A flood of remarkable AI clips are going viral on social media



OpenAI's Sora can take simple text prompts and generate original video, such as woolly mammoths walking through snow.
Image Credit: AFP

Every new OpenAI announcement sparks some measure of awe and terror. Late on Thursday, the maker of ChatGPT dropped its latest new gizmo, a text-to-video model called Sora that can create up to a minute of high-quality video. Cue a flood of remarkable AI clips going viral on social media, while stock video producers, filmmakers, actors and some startup founders likely fretted about their livelihoods.

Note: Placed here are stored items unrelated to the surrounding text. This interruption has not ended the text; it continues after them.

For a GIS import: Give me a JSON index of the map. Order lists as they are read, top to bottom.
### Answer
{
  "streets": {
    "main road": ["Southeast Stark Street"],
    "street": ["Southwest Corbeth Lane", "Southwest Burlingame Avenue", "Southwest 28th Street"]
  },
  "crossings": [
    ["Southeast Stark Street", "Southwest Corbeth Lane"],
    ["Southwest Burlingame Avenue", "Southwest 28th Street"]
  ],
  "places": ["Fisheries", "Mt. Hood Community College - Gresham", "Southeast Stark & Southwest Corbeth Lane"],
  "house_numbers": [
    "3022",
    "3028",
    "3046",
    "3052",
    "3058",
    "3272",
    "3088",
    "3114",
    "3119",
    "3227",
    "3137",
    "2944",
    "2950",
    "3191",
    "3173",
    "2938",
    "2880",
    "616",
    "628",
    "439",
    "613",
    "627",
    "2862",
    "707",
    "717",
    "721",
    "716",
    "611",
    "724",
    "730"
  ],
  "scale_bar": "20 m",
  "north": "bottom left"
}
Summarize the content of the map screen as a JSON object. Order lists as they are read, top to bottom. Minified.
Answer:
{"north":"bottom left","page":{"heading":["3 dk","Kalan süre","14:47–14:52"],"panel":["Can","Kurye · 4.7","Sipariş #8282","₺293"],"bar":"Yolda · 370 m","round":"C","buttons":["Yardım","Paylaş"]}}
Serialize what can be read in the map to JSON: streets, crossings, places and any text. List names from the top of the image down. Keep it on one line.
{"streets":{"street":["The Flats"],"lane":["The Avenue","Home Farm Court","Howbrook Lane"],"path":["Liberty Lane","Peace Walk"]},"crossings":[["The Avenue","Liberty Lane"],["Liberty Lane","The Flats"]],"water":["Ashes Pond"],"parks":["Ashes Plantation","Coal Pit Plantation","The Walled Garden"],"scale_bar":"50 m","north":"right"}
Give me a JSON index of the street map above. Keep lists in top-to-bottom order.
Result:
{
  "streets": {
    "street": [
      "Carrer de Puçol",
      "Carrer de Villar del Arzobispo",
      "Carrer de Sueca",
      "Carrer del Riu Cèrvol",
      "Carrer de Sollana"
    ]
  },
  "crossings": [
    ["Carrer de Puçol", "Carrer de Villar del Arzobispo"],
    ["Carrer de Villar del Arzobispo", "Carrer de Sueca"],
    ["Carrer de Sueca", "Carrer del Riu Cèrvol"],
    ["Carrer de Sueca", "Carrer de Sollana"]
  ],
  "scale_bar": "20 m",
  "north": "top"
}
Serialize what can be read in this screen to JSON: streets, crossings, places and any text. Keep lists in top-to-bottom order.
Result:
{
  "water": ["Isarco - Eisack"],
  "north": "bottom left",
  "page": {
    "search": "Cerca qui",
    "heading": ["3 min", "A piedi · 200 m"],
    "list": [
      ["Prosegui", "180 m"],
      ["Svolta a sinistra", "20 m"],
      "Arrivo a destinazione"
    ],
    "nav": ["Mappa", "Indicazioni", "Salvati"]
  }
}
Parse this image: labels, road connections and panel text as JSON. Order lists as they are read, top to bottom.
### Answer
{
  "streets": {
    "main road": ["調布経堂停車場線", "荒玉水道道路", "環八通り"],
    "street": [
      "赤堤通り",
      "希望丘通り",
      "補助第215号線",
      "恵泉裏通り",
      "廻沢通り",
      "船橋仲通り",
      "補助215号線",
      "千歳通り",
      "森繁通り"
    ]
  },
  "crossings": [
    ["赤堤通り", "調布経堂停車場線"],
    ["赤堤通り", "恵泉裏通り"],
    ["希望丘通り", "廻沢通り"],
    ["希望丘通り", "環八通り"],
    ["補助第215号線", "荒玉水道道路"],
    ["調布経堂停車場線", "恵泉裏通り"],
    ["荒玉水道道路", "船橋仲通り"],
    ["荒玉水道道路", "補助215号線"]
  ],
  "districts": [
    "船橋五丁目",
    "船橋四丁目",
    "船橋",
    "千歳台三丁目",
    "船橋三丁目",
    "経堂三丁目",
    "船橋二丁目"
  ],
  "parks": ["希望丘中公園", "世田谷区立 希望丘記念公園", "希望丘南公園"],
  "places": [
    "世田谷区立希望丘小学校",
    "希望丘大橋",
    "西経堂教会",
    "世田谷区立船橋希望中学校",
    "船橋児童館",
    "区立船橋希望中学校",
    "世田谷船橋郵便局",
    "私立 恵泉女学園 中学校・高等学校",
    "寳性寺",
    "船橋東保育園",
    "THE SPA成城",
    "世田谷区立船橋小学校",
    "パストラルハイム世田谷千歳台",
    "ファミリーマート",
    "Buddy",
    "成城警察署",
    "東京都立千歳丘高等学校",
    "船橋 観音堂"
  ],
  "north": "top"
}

AI video-generation has been around for more than a year, but Sora’s examples, including a high-definition clip of puppies shaking their fur in the snow and a sleepy woman being woken up by her cat, look more realistic than previous efforts. The glitches are harder to spot and the humans look more human.

As usual, OpenAI won’t talk about the all-important ingredients that went into this new tool, even as it releases it to an array of people to test before going public. Its approach should be the other way around. OpenAI needs to be more public about the data used to train Sora, and more secretive about the tool itself, given the capabilities it has to disrupt industries and potentially elections.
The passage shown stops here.